By Kenn Taylor
Lying on my back on a bunk bed, on a very long, very bare train. Going a very long way through a very bare landscape a long way from anywhere.
At this point, I’d been travelling on it for so many days, that whenever the train stopped and I briefly stepped onto the terra firma of a platform to buy food, I had sea legs. Well, train legs. So used to the constant shaking and rhythm of the railway journey that, removed from it, everything seemed unbalanced and off kilter.
Being on a train for so long, there is nothing but time. To be filled in many ways. Looking out for the arresting moments between endless tress and endless desert. Games. Chat. Drinking. Lots of drinking. Someone brought a laptop with downloaded films and music, which in back then seemed over the top and now seems like common sense.
With me always being a late adopter, I’d brought books. Although like everyone else I’d been very affected, if not traumatised, by the animated film, I’d never actually read Watership Down. She had recommended it in her usual passionate way, so I thought, why not get a copy for my travels. In what was no doubt another daft attempt at maintaining a connection.
So, with an incongruity recognised by myself and others, I found myself reading a novel about anthropomorphic rabbits filled with descriptions of the lush, green and wet English countryside, whilst sat on a train going through the depths of dry, summer, eastern Siberia. With this being August, Siberia of course was nothing like the snow covered images of popular culture. A week earlier we had sunbathed near the Kremlin. As you do. It was odd but all the more vivid to be down the, er, rabbit hole, of this book about the loss of an arcadian England, whilst being on the other side of the world in a moving metal box going through a striking but unforgiving landscape.

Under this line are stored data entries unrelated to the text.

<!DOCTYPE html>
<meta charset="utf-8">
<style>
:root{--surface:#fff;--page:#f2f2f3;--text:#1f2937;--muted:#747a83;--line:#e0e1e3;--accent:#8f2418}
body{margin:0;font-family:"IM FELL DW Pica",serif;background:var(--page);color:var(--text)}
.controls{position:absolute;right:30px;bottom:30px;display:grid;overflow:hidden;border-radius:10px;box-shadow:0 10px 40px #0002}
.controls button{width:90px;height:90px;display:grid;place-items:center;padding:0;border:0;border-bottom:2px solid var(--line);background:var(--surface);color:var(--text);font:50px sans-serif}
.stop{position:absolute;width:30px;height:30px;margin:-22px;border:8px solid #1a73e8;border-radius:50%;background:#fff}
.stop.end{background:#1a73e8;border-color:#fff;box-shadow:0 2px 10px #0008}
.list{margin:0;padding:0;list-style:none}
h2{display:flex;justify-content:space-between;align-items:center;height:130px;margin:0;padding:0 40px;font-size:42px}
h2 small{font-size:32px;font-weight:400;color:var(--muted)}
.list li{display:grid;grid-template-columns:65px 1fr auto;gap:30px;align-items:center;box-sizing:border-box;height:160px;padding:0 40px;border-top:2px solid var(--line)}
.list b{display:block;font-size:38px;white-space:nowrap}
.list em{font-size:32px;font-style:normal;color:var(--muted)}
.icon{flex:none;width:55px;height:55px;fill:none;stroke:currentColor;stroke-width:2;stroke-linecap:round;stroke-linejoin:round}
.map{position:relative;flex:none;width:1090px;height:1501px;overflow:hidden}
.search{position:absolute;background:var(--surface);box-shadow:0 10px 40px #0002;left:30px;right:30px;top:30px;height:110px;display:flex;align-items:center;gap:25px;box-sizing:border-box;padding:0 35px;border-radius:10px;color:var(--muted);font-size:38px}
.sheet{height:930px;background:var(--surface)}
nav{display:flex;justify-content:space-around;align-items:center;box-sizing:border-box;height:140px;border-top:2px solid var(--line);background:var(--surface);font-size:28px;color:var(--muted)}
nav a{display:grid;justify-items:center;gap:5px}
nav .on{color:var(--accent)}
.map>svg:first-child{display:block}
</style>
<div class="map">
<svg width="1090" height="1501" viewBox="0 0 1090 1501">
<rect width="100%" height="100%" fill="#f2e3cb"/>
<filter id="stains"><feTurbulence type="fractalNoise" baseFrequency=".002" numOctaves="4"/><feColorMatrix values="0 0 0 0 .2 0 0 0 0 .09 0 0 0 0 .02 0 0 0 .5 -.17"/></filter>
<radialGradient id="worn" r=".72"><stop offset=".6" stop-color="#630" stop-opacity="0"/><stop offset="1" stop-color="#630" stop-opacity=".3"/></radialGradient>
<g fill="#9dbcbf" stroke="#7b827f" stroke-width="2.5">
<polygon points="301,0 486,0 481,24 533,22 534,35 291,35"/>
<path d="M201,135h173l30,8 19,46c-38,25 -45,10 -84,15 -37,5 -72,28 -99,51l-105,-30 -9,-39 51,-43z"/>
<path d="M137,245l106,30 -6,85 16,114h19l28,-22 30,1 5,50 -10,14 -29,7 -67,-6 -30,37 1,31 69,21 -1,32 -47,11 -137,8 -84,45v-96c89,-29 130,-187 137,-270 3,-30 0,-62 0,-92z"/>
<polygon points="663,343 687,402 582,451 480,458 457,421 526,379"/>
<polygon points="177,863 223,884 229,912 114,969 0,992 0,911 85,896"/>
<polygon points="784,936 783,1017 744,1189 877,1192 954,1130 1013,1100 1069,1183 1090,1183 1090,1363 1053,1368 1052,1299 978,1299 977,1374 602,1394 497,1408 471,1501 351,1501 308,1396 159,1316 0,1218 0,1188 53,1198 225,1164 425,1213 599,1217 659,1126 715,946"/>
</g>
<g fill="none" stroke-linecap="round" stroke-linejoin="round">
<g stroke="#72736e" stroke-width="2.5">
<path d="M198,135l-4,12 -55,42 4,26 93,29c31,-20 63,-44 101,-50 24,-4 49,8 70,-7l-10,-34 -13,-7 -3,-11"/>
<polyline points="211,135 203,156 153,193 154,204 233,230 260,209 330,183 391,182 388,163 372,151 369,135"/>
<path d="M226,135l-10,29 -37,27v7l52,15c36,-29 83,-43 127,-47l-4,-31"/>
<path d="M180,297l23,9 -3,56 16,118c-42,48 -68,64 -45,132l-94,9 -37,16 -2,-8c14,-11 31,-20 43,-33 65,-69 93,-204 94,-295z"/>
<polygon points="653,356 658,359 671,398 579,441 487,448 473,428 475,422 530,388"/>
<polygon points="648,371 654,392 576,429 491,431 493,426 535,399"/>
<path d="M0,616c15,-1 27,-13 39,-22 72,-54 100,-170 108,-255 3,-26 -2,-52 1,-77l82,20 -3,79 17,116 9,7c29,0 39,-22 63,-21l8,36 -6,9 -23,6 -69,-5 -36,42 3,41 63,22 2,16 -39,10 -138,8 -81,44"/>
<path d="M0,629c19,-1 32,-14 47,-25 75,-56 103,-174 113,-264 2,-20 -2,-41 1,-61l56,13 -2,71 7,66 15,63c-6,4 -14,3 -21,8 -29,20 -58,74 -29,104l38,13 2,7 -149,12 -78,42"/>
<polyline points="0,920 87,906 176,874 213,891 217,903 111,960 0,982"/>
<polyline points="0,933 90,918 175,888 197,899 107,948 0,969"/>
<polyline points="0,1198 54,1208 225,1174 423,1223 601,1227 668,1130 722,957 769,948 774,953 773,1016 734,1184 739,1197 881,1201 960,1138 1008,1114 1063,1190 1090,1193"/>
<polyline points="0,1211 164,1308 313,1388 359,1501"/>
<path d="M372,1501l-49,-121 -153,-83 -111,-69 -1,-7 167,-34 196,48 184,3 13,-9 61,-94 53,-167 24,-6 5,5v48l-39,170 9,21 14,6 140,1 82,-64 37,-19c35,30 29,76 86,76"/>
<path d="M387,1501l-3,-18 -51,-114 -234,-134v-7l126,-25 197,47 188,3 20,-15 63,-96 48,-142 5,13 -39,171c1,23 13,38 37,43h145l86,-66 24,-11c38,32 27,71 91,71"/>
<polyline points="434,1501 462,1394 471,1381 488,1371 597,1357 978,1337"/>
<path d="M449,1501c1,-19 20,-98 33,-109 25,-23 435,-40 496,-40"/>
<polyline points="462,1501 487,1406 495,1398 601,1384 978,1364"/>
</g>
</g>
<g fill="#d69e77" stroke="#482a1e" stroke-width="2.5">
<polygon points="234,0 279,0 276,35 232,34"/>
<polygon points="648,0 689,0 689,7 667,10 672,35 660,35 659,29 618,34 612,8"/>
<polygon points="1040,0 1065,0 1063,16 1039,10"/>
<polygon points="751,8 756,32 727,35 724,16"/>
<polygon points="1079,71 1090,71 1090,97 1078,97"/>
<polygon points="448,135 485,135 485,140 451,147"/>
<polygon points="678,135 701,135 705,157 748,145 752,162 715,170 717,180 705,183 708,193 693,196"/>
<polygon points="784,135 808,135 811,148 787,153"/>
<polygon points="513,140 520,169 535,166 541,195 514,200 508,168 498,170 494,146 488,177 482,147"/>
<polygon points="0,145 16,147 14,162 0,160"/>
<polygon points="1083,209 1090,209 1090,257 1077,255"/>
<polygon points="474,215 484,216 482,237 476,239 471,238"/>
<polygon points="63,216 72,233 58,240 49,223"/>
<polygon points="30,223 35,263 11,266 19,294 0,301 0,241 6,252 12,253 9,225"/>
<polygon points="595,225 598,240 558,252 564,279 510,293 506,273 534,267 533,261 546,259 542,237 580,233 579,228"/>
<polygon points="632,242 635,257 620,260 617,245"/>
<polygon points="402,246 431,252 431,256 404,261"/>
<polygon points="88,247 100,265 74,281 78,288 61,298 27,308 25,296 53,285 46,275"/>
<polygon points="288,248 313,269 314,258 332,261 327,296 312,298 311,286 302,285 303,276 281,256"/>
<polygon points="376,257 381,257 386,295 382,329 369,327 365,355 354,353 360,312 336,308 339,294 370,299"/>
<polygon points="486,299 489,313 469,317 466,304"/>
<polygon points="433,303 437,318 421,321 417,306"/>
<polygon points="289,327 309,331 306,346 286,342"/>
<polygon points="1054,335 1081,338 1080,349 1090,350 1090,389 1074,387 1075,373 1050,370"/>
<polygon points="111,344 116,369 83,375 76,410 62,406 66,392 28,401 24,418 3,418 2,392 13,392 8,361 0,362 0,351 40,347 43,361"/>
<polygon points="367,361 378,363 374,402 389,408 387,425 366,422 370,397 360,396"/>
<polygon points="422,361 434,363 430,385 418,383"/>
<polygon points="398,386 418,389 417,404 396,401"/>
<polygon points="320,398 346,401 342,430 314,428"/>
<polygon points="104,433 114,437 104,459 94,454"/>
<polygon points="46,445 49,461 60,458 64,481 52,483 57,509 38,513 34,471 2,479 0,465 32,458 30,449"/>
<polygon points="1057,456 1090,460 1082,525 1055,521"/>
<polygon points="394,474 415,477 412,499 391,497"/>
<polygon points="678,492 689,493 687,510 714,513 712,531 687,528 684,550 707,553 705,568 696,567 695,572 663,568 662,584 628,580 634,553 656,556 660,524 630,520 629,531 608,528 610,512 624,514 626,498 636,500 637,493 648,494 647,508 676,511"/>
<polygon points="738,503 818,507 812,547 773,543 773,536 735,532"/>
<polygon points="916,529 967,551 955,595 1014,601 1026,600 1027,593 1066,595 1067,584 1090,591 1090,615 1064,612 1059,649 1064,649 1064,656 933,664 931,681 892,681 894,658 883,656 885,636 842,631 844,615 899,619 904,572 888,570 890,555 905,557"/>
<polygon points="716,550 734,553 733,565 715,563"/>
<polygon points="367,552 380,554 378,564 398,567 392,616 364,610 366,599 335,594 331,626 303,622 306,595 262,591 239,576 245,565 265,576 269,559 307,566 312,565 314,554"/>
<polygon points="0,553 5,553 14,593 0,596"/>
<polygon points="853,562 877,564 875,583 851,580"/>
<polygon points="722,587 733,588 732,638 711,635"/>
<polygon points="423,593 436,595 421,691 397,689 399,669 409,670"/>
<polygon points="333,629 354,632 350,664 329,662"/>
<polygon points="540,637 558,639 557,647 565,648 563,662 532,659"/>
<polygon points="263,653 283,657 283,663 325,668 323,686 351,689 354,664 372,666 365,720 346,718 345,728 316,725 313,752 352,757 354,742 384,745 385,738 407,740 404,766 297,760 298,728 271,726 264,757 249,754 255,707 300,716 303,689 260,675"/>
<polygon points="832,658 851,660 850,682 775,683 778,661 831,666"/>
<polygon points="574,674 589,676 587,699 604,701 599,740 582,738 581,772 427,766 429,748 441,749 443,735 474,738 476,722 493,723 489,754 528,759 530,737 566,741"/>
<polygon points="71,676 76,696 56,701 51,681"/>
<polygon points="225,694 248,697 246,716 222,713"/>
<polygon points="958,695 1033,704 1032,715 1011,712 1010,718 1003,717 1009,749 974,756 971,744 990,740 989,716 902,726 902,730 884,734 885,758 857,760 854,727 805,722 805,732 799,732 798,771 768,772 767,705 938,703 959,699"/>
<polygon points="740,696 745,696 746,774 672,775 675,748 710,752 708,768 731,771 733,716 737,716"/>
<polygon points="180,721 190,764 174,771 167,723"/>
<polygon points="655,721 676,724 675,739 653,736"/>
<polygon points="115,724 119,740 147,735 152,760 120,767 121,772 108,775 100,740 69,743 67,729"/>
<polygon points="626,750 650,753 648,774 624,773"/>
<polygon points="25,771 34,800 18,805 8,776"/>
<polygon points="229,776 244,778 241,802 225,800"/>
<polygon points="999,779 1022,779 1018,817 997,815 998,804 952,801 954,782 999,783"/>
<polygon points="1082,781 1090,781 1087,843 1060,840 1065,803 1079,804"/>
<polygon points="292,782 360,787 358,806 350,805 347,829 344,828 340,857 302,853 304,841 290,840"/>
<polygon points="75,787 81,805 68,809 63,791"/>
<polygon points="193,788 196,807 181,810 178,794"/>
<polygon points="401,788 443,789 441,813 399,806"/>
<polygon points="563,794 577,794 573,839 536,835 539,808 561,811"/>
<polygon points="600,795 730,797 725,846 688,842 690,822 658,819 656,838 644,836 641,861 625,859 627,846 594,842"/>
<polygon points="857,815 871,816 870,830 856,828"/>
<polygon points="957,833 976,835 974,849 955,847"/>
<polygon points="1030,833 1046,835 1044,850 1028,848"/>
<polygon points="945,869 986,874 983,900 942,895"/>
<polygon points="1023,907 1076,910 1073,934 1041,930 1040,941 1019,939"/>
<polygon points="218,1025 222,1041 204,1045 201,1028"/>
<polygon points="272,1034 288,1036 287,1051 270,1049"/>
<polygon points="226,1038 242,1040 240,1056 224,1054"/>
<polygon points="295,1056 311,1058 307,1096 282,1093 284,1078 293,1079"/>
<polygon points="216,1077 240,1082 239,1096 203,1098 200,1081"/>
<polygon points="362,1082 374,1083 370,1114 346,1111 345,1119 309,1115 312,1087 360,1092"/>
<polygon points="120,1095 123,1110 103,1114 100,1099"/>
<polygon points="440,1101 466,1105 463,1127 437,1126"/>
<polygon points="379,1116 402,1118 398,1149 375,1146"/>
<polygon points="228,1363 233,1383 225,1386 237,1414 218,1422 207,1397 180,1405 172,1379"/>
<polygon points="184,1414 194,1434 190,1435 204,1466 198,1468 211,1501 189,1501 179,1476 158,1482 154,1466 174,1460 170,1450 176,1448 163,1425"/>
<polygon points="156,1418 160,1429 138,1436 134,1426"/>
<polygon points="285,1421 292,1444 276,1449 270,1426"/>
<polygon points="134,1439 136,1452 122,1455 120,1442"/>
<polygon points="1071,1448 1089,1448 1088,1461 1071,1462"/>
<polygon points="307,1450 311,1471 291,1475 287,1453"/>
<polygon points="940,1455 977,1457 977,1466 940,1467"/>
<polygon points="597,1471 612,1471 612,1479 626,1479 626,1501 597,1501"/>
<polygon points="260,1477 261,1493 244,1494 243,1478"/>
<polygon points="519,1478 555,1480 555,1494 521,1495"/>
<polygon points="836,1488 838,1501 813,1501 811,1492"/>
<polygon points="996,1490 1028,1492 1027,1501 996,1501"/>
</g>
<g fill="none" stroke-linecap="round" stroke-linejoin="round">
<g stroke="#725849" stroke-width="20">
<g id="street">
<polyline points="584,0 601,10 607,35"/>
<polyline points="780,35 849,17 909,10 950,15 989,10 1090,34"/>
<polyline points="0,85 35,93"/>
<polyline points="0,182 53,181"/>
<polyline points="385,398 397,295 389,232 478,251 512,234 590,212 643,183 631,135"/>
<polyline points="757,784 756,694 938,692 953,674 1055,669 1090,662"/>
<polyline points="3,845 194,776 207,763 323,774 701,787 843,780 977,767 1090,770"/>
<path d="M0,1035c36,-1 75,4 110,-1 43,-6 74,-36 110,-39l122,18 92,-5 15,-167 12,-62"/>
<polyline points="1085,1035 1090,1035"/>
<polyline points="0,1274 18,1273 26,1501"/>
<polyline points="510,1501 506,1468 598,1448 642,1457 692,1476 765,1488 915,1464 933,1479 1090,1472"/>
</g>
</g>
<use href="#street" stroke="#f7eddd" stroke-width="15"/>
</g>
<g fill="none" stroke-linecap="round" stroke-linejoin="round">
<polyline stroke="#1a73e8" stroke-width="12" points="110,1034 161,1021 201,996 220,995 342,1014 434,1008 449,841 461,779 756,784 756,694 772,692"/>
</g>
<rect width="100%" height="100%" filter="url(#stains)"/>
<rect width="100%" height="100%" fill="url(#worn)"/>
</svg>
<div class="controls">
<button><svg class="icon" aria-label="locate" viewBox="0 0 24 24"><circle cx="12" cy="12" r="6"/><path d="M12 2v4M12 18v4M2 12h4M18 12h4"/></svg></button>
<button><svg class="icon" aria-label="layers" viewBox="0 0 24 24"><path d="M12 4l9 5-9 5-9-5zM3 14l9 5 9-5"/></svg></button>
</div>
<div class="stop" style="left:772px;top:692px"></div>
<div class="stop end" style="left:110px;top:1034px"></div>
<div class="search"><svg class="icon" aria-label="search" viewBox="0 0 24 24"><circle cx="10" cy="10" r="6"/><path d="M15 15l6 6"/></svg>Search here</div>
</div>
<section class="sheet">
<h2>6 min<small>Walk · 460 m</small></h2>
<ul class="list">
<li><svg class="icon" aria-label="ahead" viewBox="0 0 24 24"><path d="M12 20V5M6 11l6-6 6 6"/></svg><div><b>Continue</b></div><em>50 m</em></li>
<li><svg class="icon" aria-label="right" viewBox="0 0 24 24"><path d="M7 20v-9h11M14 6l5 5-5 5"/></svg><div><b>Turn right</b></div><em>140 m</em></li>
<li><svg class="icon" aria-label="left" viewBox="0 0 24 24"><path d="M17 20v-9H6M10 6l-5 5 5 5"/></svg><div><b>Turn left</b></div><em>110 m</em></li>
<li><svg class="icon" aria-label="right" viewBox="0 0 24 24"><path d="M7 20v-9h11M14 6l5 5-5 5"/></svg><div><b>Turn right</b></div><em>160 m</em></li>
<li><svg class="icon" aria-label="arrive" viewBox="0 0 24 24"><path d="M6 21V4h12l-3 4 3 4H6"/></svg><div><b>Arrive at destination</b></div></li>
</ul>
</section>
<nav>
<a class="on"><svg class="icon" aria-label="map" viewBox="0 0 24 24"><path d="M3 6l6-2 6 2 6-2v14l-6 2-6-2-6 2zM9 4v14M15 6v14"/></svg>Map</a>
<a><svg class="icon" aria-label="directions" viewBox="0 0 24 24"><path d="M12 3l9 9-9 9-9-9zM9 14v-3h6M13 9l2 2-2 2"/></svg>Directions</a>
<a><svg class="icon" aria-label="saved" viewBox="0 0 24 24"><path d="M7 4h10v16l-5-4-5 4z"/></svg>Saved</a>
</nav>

Of course, wherever you go though, you are still you. I dived into the depths of this book and this journey, trying to concentrate on reading whilst also sucking in the vast stream of everyone and everything going past. On this bunk in the quiet afternoon though, in the world of rabbits as the eternal human struggle, I still found myself thinking of her and the chest pressing gulp of the pain swept back in.
Back then though, the wider world seemed brighter. This journey just another example of it opening up ever further, ever faster. Here we were crossing continents, a multiplicity of backgrounds filled with camaraderie, in a world of expanding global interconnection, dialogue and understanding.
Yet the warnings of how thin a veneer this all was were already on display here. A guide telling us of the racism he experienced all the time. Russians more than happy with Putin telling us ‘we need a strong leader’. The call to Free Pussy Riot provoking indifference, ‘they shouldn’t have behaved like that in a church.’ No one likes us, we don’t care. What now stares us in the face as the growing threat to democracy in the 21st century was all there lurking in the background. We had thought then perhaps that this was just the leftovers of an old world that was dying. Really though, the post 2008 trauma was still just sinking in. The thwarted ambitions and dreams of millions, many struggling now even for a basic standard of living. Their sense of injustice ruthlessly diverted to other targets by those in power, so they could maintain the status quo, despite its diminishing returns for the majority.
The world has turned darker in the last decade. So many of the places we visited then, even if it still possible, we might not choose to now. Borders going back up. Minorities oppressed. Rights shredded. History coming roaring back to bite. Wherever you go, you are still you and you take your experience and culture with you. Sometimes though, what you see when you go elsewhere follows you back home much later.
This piece was published in Elsewhere Journal in November 2020.